Il ciclone Harry dà il colpo di grazia a un territorio fragile. Interi quartieri evacuati, Meloni in Sicilia assicura aiuti immediati. Gli esperti: «Suolo argilloso e cemento, si sapeva dal 1997»

NISCEMI — Non è un’emergenza improvvisa, è una sentenza geologica eseguita con trent’anni di ritardo. Niscemi scivola verso la piana di Gela, tradita da un sottosuolo di argilla e sabbia che non ha retto all’urto del ciclone Harry. Il bilancio si aggrava di ora in ora: oltre 1.500 sfollati, case sospese sul vuoto nel quartiere Sante Croci e un fronte franoso che si è allargato fino a quattro chilometri. Una ferita aperta nel cuore della Sicilia che ha costretto la premier Giorgia Meloni a un sopralluogo d’urgenza: «Il governo c’è, stanzieremo le risorse necessarie», ha promesso dopo aver sorvolato l’area devastata.

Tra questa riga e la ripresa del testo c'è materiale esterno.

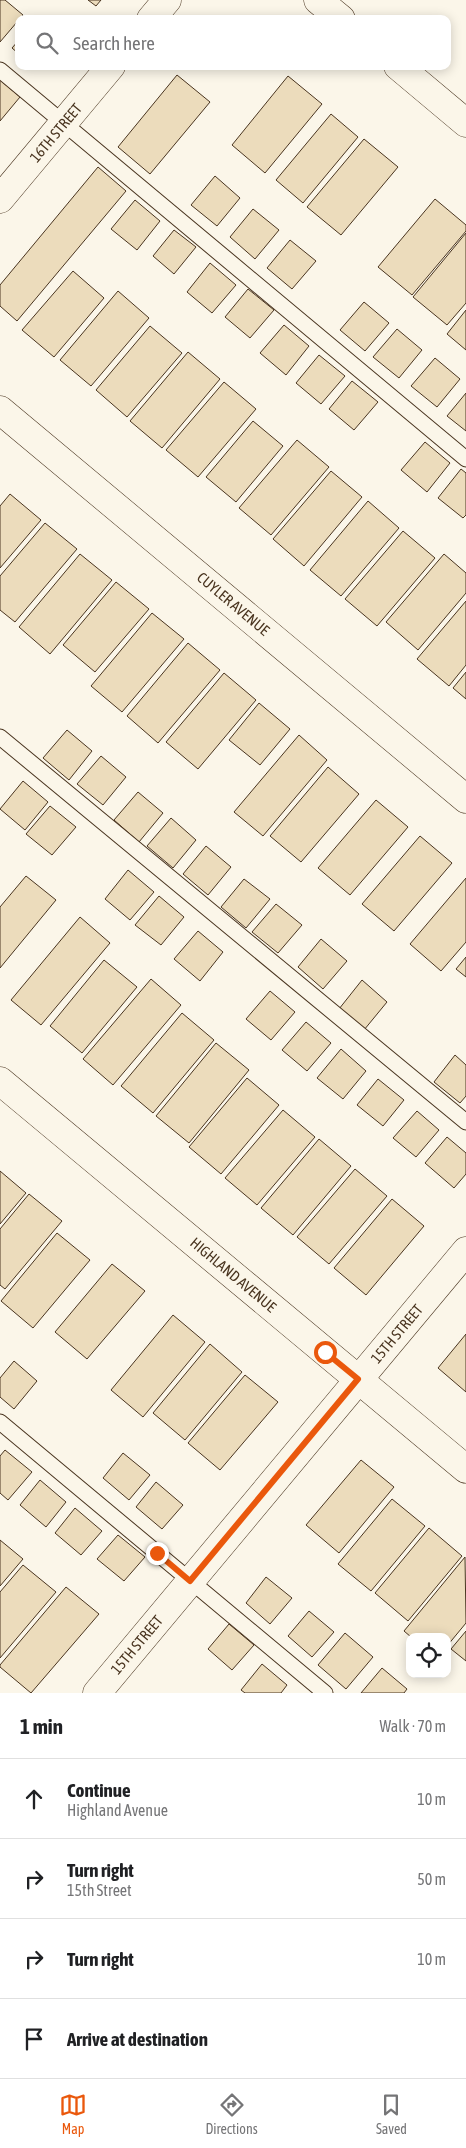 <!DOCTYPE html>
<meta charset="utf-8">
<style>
:root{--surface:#fff;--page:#f2f2f2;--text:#202124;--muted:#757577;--line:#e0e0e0;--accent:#ea580c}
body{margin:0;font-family:"Asap Condensed",sans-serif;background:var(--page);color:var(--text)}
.controls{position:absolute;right:15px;bottom:15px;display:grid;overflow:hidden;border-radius:10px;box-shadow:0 2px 12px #0003}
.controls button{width:45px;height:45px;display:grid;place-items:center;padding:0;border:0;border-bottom:1px solid var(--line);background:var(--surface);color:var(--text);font:25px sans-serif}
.stop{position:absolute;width:15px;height:15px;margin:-11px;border:4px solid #ea580c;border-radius:50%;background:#fff}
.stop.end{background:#ea580c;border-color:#fff;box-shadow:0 1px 5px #0008}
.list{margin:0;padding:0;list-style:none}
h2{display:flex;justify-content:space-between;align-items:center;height:65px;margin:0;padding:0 20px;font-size:21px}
h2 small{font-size:16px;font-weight:400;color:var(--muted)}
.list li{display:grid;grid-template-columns:32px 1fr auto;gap:15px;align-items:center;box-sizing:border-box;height:80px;padding:0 20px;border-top:1px solid var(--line)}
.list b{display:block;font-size:19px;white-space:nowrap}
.list p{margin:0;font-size:16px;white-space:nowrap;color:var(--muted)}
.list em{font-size:16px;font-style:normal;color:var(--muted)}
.icon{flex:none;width:28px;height:28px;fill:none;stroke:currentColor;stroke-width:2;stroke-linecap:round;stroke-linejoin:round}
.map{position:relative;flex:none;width:466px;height:1693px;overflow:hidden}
.search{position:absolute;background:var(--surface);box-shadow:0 2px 12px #0003;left:15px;right:15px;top:15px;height:55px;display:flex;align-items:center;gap:12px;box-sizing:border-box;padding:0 18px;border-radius:10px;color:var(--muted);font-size:19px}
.sheet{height:385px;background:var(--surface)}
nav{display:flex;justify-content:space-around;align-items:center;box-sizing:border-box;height:70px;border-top:1px solid var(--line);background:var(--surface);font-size:14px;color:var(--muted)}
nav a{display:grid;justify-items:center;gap:2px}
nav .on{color:var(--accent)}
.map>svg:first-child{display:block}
</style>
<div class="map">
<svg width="466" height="1693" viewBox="0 0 466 1693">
<rect width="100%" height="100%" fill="#fbf6e9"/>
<!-- building -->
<g fill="#ecdcbc" stroke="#4a3520">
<path d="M0 0H5L23 15 0 42Z"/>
<path d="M88 0H101L96 6Z"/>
<path d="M19 40V54L12 48Z"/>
<path d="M177 75 210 102 150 174 118 147Z"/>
<path d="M288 76 322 104 265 173 232 145Z"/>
<path d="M0 80 20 97 0 121Z"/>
<path d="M331 114 358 137 303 203 276 180Z"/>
<path d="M364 139 398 167 341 235 307 207Z"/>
<path d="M98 167 126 191 17 321 0 306V285Z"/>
<path d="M215 176 240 198 217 226 191 205Z"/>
<path d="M435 199 466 225V231L412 295 378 267Z"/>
<path d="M135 200 160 221 137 250 111 229Z"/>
<path d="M253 209 279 230 255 259 230 237Z"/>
<path d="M174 230 196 247 174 274 153 256Z"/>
<path d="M466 233V303L447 325 413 297Z"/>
<path d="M290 240 316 261 292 289 267 268Z"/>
<path d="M210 263 236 285 212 313 187 292Z"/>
<path d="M73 271 104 298 54 357 22 330Z"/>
<path d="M248 289 274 310 250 338 225 317Z"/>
<path d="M118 291 149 318 91 386 60 360Z"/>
<path d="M364 302 389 323 365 351 340 330Z"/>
<path d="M466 310V350L447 334Z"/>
<path d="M284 325 309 346 286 375 260 353Z"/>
<path d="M150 326 182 353 127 417 96 390Z"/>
<path d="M397 329 422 350 399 378 373 357Z"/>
<path d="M188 352 220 379 162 448 130 421Z"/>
<path d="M319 355 345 376 321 404 296 383Z"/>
<path d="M435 358 460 379 437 407 411 386Z"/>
<path d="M352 381 378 402 354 430 329 409Z"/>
<path d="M224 382 256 409 198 477 166 450Z"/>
<path d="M466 393V431L447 416Z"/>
<path d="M253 421 283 446 236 502 206 477Z"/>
<path d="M297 440 329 467 271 535 239 508Z"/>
<path d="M425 442 450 463 427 492 401 470Z"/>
<path d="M461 469 466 473V515L463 518 438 498Z"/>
<path d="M331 471 362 497 304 566 273 539Z"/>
<path d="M10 494 41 520 0 568V506Z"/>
<path d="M368 501 399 528 341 596 310 570Z"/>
<path d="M45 523 77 549 15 622 0 610V576Z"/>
<path d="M403 531 435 558 377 626 345 599Z"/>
<path d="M80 554 112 580 50 654 19 627Z"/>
<path d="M444 554 466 573V593L418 650 386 622Z"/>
<path d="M116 582 149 609 95 672 63 645Z"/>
<path d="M466 601V665L449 686 417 659Z"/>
<path d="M152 613 184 639 122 712 91 686Z"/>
<path d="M188 643 220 670 158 743 127 716Z"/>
<path d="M466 672V699L453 688Z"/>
<path d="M224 673 256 700 198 769 166 742Z"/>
<path d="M259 703 290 729 260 765 229 740Z"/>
<path d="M67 730 92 751 69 780 43 758Z"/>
<path d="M299 735 327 760 263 836 234 812Z"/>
<path d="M101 756 126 777 103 805 77 784Z"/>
<path d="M328 767 359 794 301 862 270 836Z"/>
<path d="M23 781 48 802 25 830 0 809Z"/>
<path d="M138 792 163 813 139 842 114 820Z"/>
<path d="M376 800 408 827 350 895 318 868Z"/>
<path d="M50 806 76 827 52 855 26 834Z"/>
<path d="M171 818 196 840 173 868 147 846Z"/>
<path d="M420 836 452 863 394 931 362 904Z"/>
<path d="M206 846 231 867 208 895 183 874Z"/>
<path d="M128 870 154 892 130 920 105 899Z"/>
<path d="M26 876 56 900 0 968V907Z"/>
<path d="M466 878V942L441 971 410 944Z"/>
<path d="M244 879 270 899 246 928 221 907Z"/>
<path d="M159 896 184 917 161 945 135 925Z"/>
<path d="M276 904 302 925 278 953 252 932Z"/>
<path d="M80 917 110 943 41 1025 11 1000Z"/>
<path d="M198 931 223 952 200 981 174 959Z"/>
<path d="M321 939 347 961 323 989 298 967Z"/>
<path d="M466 957V977L456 969Z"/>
<path d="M104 960 137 987 82 1053 50 1026Z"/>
<path d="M151 979 181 1005 113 1085 83 1059Z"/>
<path d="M362 980 387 1002 364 1030 339 1009Z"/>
<path d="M270 991 295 1012 271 1040 246 1019Z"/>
<path d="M182 1013 214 1040 153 1113 121 1086Z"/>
<path d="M306 1022 331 1043 307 1071 282 1050Z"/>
<path d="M216 1043 249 1070 189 1143 156 1116Z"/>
<path d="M341 1049 366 1071 343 1099 317 1078Z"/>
<path d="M455 1055 466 1065V1096L460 1103 434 1082Z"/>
<path d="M247 1078 279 1105 221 1174 189 1147Z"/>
<path d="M378 1079 404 1100 383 1126 357 1105Z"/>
<path d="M283 1110 315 1137 257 1205 225 1178Z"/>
<path d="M417 1111 439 1130 416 1157 393 1138Z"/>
<path d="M447 1137 466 1153V1174L454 1188 425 1163Z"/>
<path d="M319 1139 351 1166 293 1235 261 1208Z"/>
<path d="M355 1169 387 1196 329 1264 297 1237Z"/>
<path d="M0 1171 26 1193 0 1224Z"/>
<path d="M29 1194 62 1221 5 1289 0 1285V1229Z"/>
<path d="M392 1199 424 1226 366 1295 334 1268Z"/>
<path d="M57 1233 90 1260 33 1328 1 1301Z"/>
<path d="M112 1264 145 1291 87 1359 55 1332Z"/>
<path d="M173 1315 205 1342 143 1417 111 1390Z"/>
<path d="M466 1334V1392L438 1368Z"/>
<path d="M210 1344 242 1372 185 1440 153 1413Z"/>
<path d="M14 1361 37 1381 14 1409 0 1397V1378Z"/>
<path d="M245 1375 278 1402 220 1470 188 1443Z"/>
<path d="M5 1450 32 1472 8 1500 0 1493V1456Z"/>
<path d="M123 1453 150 1475 129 1500 103 1478Z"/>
<path d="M361 1460 394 1487 339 1553 306 1525Z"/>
<path d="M40 1480 66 1502 46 1527 20 1505Z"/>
<path d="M156 1482 183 1505 162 1529 136 1507Z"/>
<path d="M392 1499 425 1526 371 1591 338 1564Z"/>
<path d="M75 1508 102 1531 81 1555 55 1533Z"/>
<path d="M429 1528 462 1556 408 1621 375 1593Z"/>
<path d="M118 1535 145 1557 124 1581 97 1559Z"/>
<path d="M0 1540 23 1559 0 1586Z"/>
<path d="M465 1557 466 1623 447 1646V1637H411L404 1631Z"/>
<path d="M23 1565 56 1592 0 1658V1592Z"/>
<path d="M266 1577 292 1598 270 1624 246 1603Z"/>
<path d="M66 1587 99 1614 31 1693 0 1667V1665Z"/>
<path d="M309 1611 334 1632 312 1657 288 1636Z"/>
<path d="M229 1624 254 1645 232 1670 208 1649Z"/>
<path d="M466 1631V1661L451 1649Z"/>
<path d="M345 1633 373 1657 346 1689 318 1665Z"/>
<path d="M262 1664 287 1685 281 1693H245L241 1690Z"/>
<path d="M382 1668 407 1689 404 1693H361Z"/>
</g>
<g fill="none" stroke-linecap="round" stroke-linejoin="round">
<defs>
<g id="lane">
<path d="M0 70 466 459"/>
<path d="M0 737 466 1122"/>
<path d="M0 1422 325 1693"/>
</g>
<g id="street">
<path d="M0 410 466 799"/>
<path d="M0 1081 466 1469"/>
<path d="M97 1693 466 1251"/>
</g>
<g id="secondary">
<path d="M318 0 341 19"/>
<path d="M151 19 167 0"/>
<path d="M398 66 466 123"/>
<path d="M0 199 111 66"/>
</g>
</defs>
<!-- lane casing -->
<use href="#lane" stroke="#4a3520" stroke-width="17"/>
<!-- street casing -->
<use href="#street" stroke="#4a3520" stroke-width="29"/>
<!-- secondary casing -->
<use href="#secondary" stroke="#4a3520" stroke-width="29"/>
<!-- lane -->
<use href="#lane" stroke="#fbf6e9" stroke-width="15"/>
<!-- street -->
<use href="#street" stroke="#fbf6e9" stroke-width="28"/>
<!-- secondary -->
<use href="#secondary" stroke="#fbf6e9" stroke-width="28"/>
</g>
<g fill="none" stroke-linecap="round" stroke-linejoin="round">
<!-- route -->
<path stroke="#ea580c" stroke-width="6" d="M157 1553 190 1581 358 1379 325 1352"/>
</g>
<g text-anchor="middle" stroke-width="4" stroke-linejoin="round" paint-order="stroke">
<!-- street labels -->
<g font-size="15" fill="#4a3520" stroke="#fbf6e9">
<text transform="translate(56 133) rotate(-50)" y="5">16TH STREET</text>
<text transform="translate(233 604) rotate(40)" y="5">CUYLER AVENUE</text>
<text transform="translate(233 1275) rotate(40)" y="5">HIGHLAND AVENUE</text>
<text transform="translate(397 1334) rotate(-50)" y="5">15TH STREET</text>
<text transform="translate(137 1645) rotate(-50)" y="5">15TH STREET</text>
</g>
</g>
</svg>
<div class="controls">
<button><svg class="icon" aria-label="locate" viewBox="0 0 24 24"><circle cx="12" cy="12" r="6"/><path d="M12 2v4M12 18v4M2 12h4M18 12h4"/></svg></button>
</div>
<div class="stop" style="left:325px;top:1352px"></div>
<div class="stop end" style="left:157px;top:1553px"></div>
<div class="search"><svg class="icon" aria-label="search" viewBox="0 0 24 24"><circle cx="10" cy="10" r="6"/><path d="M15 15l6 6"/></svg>Search here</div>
</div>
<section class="sheet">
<h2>1 min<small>Walk · 70 m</small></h2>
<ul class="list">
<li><svg class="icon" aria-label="ahead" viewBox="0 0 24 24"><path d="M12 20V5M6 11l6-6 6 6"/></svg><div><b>Continue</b><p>Highland Avenue</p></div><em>10 m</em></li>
<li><svg class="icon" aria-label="right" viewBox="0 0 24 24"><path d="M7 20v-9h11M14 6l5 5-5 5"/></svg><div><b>Turn right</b><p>15th Street</p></div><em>50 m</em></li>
<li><svg class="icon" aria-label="right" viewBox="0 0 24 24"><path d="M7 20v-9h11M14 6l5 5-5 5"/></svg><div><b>Turn right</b></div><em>10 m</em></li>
<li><svg class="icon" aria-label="arrive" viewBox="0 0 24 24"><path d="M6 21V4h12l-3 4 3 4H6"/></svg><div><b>Arrive at destination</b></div></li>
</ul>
</section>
<nav>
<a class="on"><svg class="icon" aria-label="map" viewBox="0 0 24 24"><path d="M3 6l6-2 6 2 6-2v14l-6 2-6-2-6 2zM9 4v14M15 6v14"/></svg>Map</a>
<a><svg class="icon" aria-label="directions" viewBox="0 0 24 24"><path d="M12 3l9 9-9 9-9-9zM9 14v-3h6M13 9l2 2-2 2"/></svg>Directions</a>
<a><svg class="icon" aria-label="saved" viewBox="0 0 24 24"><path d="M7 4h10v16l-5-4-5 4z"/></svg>Saved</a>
</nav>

La mappa del disastro racconta di una città spezzata. Le strade provinciali 10 e 12 sono state inghiottite dal fango, isolando di fatto i collegamenti principali verso sud. Resta percorribile, ma sorvegliata a vista, solo la SP11. Nei quartieri di Trappeto e via Popolo il silenzio è irreale, rotto solo dal rumore dei mezzi della Protezione Civile. Chi fugge lascia tutto: una vita intera chiusa in una valigia, mentre alle spalle le pareti di casa si aprono come scatole di cartone. Fabio Ciciliano, capo della Protezione Civile, non usa mezzi termini: «L’intera collina sta cedendo. Per molte abitazioni non c’è possibilità di recupero».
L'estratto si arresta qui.